This is an authentic Spanish vegetable selection that can be served simply with cheese, sliced ham, bread, and olives.
Serves: 4Hands-on: 20 minutesTotal: 45 minutesDifficulty: Easy
- 12 piquillo peppers
- 1⁄2 lb. salt cod, soaked for 24 hours, water changed 4 times
- 1 garlic clove, peeled
- 1⁄3 cup whole milk
- 1⁄4 cup olive oil
- 1 Tbsp. lemon juice
- 1⁄8 tsp. ground nutmeg
- 1 tsp. ground black pepper
- 1⁄2 tsp. salt
- 1 lemon wedge
- 1 Tbsp. extra-virgin olive oil
- Preheat the oven to 350°F.
- Put the soaked and drained salt cod into a pot with water to cover. Bring the water to a simmer and poach for 10 minutes. Drain and take out any bones or skin.

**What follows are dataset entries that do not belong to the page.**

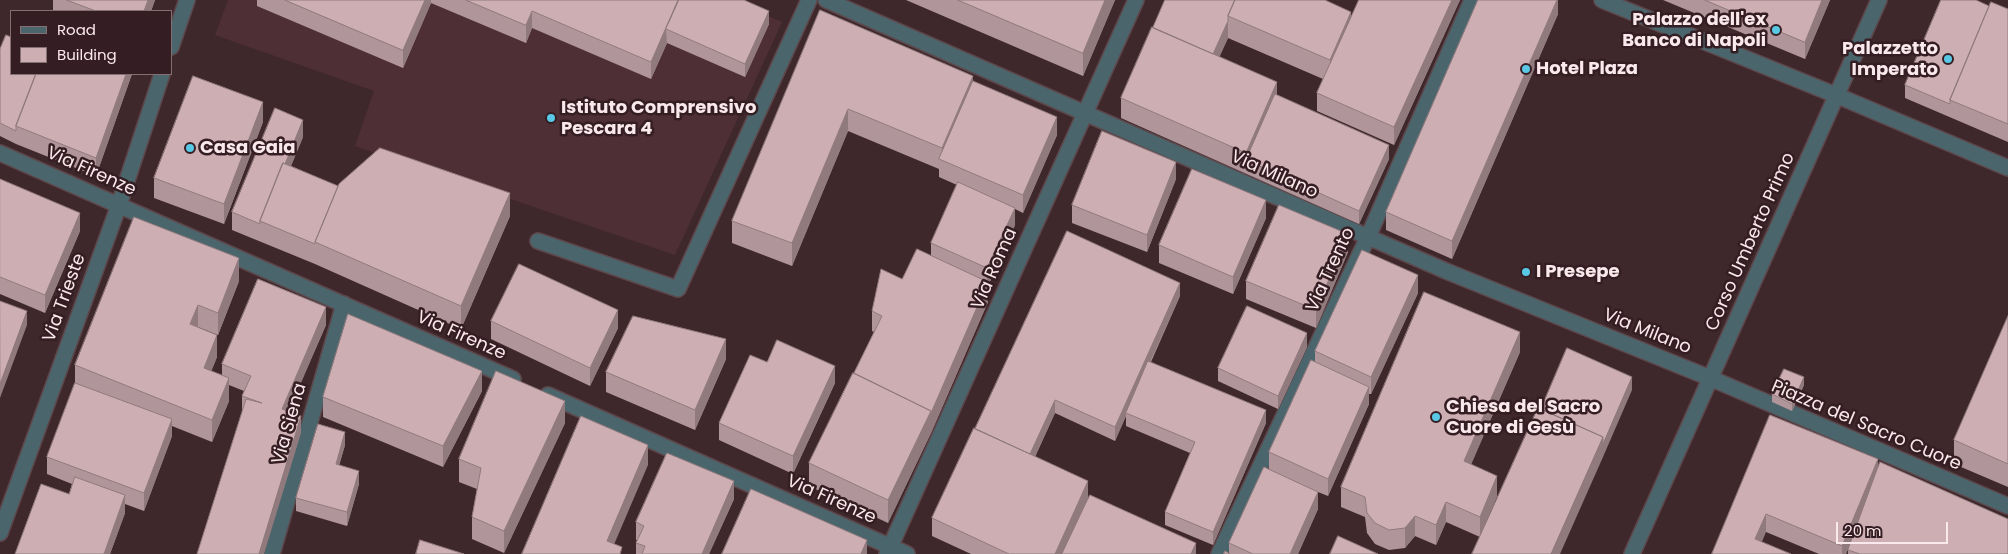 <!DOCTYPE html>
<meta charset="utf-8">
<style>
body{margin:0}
#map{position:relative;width:2008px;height:554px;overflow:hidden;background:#3f282c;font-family:Poppins,sans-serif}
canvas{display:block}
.legend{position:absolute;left:10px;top:10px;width:162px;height:65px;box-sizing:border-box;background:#351e23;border:1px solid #846f73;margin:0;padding:6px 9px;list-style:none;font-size:15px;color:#fae9ec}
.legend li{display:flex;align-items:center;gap:10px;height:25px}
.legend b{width:25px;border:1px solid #846f73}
.scale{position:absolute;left:1836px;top:522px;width:112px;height:22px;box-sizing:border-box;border:2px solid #fae9ec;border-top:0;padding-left:6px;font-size:15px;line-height:18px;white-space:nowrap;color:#fae9ec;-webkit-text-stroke:4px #351e23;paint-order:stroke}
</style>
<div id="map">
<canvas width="2008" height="554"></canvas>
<ul class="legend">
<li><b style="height:6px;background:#4b656c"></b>Road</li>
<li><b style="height:14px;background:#cdaeb3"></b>Building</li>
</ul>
<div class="scale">20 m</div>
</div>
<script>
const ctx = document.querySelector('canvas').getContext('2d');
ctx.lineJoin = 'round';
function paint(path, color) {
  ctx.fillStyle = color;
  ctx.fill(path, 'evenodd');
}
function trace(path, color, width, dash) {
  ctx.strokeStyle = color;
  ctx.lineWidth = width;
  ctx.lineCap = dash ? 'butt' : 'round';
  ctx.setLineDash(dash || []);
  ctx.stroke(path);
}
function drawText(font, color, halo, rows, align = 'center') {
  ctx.font = font + ' Poppins,sans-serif';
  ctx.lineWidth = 5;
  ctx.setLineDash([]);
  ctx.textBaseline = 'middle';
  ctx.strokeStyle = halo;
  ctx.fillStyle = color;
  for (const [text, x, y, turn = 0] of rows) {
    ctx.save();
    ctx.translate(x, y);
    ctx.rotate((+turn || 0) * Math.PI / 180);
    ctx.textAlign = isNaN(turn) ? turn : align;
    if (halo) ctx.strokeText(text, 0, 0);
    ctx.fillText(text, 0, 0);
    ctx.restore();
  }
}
const built = new Path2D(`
 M228 0H729L782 22 675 255 355 146 374 91 215 35Z`);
const lane = new Path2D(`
 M538 241 678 289 809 0`);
const street = new Path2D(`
 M826 0 1446 271 1710 378 2008 506
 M1602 0 1838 96 2008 168
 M171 47 187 0
 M0 153 513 379
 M548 395 907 554
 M0 533 119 205 162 74
 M272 554 344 304
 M887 554 1136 0
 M1219 554 1368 237 1472 0
 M1632 554 1879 0`);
const wall = new Path2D(`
 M53 0H155L151 11H53Z
 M257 0H744L769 24 745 77 667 43 651 79 532 28 526 43 431 3 403 68 257 6Z
 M906 0H1115L1083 76Z
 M1165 0 1351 17 1359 0H1460L1394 145 1317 111V93L1323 79 1228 38 1219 57 1277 95 1389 159 1359 224 1121 118V98Z
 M1558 0V14L1452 259 1386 230V212Z
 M1663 0H1830L1805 59Z
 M1989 6 2008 9V142L1905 98V85Z
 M820 10 973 81 1057 135 1023 213 1015 209V225L988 286V302L931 433 888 523 809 486V463L874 332 872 331V311L902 279 931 256V243L957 185 939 177V169L848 131 792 266 732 243V221Z
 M0 49 11 74H132L96 176 16 144 0 136Z
 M263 122 224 224 154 198V178Z
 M303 137 291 166 338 186 510 216 461 329 315 264 232 230V212Z
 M0 179 80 231 45 313 0 294Z
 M1176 179 1147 252 1072 223V205Z
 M1266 218 1233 294 1159 263V245Z
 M1348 252 1316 328 1246 299V281Z
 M239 281 218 335 198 327 217 357 211 371 222 375V364L326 325 288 411 301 433 242 411V396L244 391 229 385V401L212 442 172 426V436L144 511 125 504V513L110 554H15L69 494 72 484 47 474V457L75 383V365Z
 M1418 293 1371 394H1369V404L1328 496 1318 492V509L1298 554H1224L1229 553V543L1269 469V452L1315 362V351Z
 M1180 296 1151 362 1266 423 1213 545 1165 525V512L1190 453 1126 426V416L1115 441 1055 413 1035 457 1088 499 1196 554H971L932 536V518L975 429Z
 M2008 316V487L1954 464V440Z
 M491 321 618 328 590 386 491 339Z
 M1307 347 1278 409 1218 381V368Z
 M1520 352 1471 464 1497 496 1480 537 1446 522 1436 545 1415 536 1405 548 1389 550 1375 544 1367 533 1365 517 1341 507V487Z
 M726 359 695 430 606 392V372Z
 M835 383 793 474 719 440V423Z
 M1804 385 1792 411 1772 402V394Z
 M482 391 443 467 323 417V397Z
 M1770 415 1878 469 2008 554H1848V550L1855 531 1846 554H1819L1766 532 1712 554Z
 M565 423 504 553 472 539V517L477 489 459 482V459Z
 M345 445 339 465 359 484 347 526 296 511V498Z
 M734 499 709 554H636V543L637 540H636V522Z`);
const shadedWall = new Path2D(`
 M148 0H155L151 11H144Z
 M425 0H431V3L403 68V50Z
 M678 0H685L666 29 667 43 651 79V62Z
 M1105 0H1115L1083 76V53Z
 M1452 0H1460L1394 145V127Z
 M1557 0H1558V14L1452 259V241Z
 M1822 0H1830L1805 59V42Z
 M532 11V28L526 43V25Z
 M769 11V24L745 77V64Z
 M1351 12V35L1330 82V60Z
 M1228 21V38L1212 74V56Z
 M126 74H132L96 176V158Z
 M973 76V99L942 161V148Z
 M1277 82V103L1246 160V153Z
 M263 102V122L224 224V204Z
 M848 109V131L792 266V243Z
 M1057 117V135L1023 213V195Z
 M303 120V137L267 224 261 222Z
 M1389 145V159L1359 224V211Z
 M1176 162V179L1147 252V235Z
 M510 193V216L461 329V306Z
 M1266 200V218L1233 294V277Z
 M1015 208V225L988 286V302L931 433V413L987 282V268Z
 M80 213V231L45 313V295Z
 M1348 234V252L1316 328V310Z
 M239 258V281L218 335V313Z
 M1418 275V293L1371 394V377Z
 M1180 283V296L1127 413H1126V416L1115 441V427Z
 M198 305V327L190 324Z
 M326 307V325L282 427V409Z
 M618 310V328L590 386V368Z
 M27 311V325L0 398V384Z
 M1520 332V352L1464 481V461Z
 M1307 333V347L1278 409V396Z
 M217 335V357L204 390V368Z
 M726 339V359L695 430V410Z
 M835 366V383L793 474V456Z
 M482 371V391L443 467V446Z
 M1632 377V390L1603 457V444Z
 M1804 377V385L1792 411V404Z
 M229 378V401L212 442V420Z
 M1369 387V404L1328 496V479Z
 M1055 400V413L1028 471V458Z
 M565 401V423L504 553V531Z
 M1266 410V423L1213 545V532Z
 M931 411V433L888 523V500Z
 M301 416V433L264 554H259Z
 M172 419V436L144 511V493Z
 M345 432V445L336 477V464Z
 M1603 437V457L1560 554H1551Z
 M648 445V465L610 554 607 541Z
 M1878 459V477L1846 554H1842V546Z
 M359 471V484L347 526V512Z
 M1497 476V496L1480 537V517Z
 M734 481V499L709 554H702Z
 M1088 481V499L1063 554H1055Z
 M1318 492V509L1298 554H1290Z
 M125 495V513L110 554H104Z
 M1446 502V522L1436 545V525Z
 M1766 514V532L1757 554 1755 539Z
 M1415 516V536L1405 548V528Z
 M867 540V554H861Z
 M1196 543V554H1191Z`);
const building = new Path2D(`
 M67 0H148L144 11H96Z
 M285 0H425L403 50Z
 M466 0H678L651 62 532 11 526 25Z
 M679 0H744L769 11 745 64 666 29Z
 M958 0H1105L1083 53Z
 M1165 0H1235L1228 16V21L1213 54 1153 28Z
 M1235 0H1325L1351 12 1330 60 1228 16Z
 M1359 0H1452L1394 127 1317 93Z
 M1478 0H1557L1452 241 1386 212Z
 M1705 0H1822L1805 42Z
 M1941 0H1976L1989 6 1950 100V104L1905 85Z
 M1991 2 2008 9V124L1950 100Z
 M820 10 973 76 942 148 848 109 792 243 732 221Z
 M1152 27 1277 82 1246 153 1121 98Z
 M6 35 11 37V74H36L16 126V131L0 123V49Z
 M36 74H126L96 158 16 126Z
 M193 76 263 102 224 204 154 178Z
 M973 81 1057 117 1023 195 939 159Z
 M1275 94 1389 145 1359 211 1246 160Z
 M275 108 303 120 285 164 283 163 260 221V224L232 212Z
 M1102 131 1176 162 1147 235 1072 205Z
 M380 148 510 193 461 306 315 242 339 184Z
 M283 163 338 186 315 242V244L260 221Z
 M1192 169 1266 200 1233 277 1159 245Z
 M0 179 80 213 45 295 0 277Z
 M958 182 1015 208 987 268 931 243Z
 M1279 205 1348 234 1316 310 1246 281Z
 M134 217 239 258 218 313 198 305 190 324 217 335 204 368 229 378 212 420 75 365Z
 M1067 231 1180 283 1115 427 1055 400 1030 454 975 429Z
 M917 249 988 282 931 413V411L854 373 882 316 872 311 881 269 902 279Z
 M1362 250 1418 275 1371 377 1315 351Z
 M519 264 618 310 590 368 491 321Z
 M258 279 326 307 282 409 301 416 259 554H197L246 399 262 403 242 396 251 376 222 364Z
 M1424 292 1520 332 1464 461 1497 476 1480 517 1446 502 1436 525 1415 516 1405 528 1389 530 1375 523 1367 513 1365 497 1341 487Z
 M0 301 27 311 0 384Z
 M1247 306 1307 333 1278 396 1218 368Z
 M348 314 482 371 443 446 323 397Z
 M633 316 726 339 695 410 606 372Z
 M2008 316V464L1954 440Z
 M777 340 835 366 793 456 719 423 750 355 767 362Z
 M1567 348 1632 377 1603 444V437L1541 409Z
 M1311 360 1369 387 1328 479 1269 452Z
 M1148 361 1266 410 1213 532 1165 512 1195 442 1126 413Z
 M1784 369 1804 377 1792 404 1772 394Z
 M496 371 565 401 504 531 472 517 481 468 459 459Z
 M853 373 931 411 888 500 809 463Z
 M75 383 172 419 144 493 47 457Z
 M1538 408 1603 437 1551 554H1472Z
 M1770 415 1878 459 1842 546 1766 514 1755 539 1791 554H1712Z
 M581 416 648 445 607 541 622 547 620 554H522Z
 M318 424 345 432 336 464 359 471 347 512 296 498Z
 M974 428 1088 481 1055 554H1009L932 518Z
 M667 453 734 481 702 554H642L645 546 636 543 644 526 636 522Z
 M1880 462 2008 519V554H1860L1848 550Z
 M1264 467 1318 492 1290 554H1253L1229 543Z
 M75 477 125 495 104 554H15L41 484 69 494Z
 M751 489 867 540 861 554H722Z
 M1090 495 1196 543 1191 554H1062Z
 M1338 536 1378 554H1330Z
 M420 540 464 554H416Z
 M1225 551 1230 554H1224Z`);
const markers = [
 [1776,30,5,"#59c8e4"],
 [1948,59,5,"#59c8e4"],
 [1526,69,5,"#59c8e4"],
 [551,118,5,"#59c8e4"],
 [190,148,5,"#59c8e4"],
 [1526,272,5,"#59c8e4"],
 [1436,417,5,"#59c8e4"]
];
const poiNames = [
 ["Palazzo dell'ex",1766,20,"right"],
 ["Banco di Napoli",1766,41,"right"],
 ["Palazzetto",1938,49,"right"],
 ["Imperato",1938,70,"right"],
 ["Hotel Plaza",1536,69],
 ["Istituto Comprensivo",561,108],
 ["Pescara 4",561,129],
 ["Casa Gaia",200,148],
 ["I Presepe",1536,272],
 ["Chiesa del Sacro",1446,407],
 ["Cuore di Gesù",1446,428]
];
const streetNames = [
 ["Via Firenze",91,172,24],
 ["Via Milano",1274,175,24],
 ["Corso Umberto Primo",1751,242,-66],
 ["Via Roma",995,269,-66],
 ["Via Trento",1331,270,-65],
 ["Via Trieste",65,298,-70],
 ["Via Milano",1647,332,22],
 ["Via Firenze",461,336,24],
 ["Via Siena",290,424,-74],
 ["Piazza del Sacro Cuore",1866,426,23],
 ["Via Firenze",831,500,24]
];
paint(built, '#4e2f35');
trace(lane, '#5d474b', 18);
trace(street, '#5d474b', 18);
trace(lane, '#4b656c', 15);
trace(street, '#4b656c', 15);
paint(wall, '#b0969a');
paint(shadedWall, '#907a7d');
paint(building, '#cdaeb3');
trace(building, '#907a7d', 1);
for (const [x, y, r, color] of markers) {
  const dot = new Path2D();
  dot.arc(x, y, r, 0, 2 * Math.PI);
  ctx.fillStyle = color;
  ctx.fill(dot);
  trace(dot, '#351e23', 2);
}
drawText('bold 18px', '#fae9ec', '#351e23', poiNames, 'left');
drawText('18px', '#fae9ec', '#351e23', streetNames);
</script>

- Put the poached cod in a food processor with the garlic. Pulse a few times, then add the milk and oil through the feed tube with the machine running to make a thick purée. Stop adding the liquid if it starts to get too loose.
- Add the lemon juice, nutmeg, pepper, and salt and pulse to combine.
- Drain the peppers of excess juices. Spoon brandade into each pepper, dividing it equally among the peppers, and place the stuffed peppers in a casserole dish.
- Squeeze the lemon over the peppers and drizzle them with the extra-virgin olive oil. Bake for 10 to 15 minutes, until heated through. Serve warm.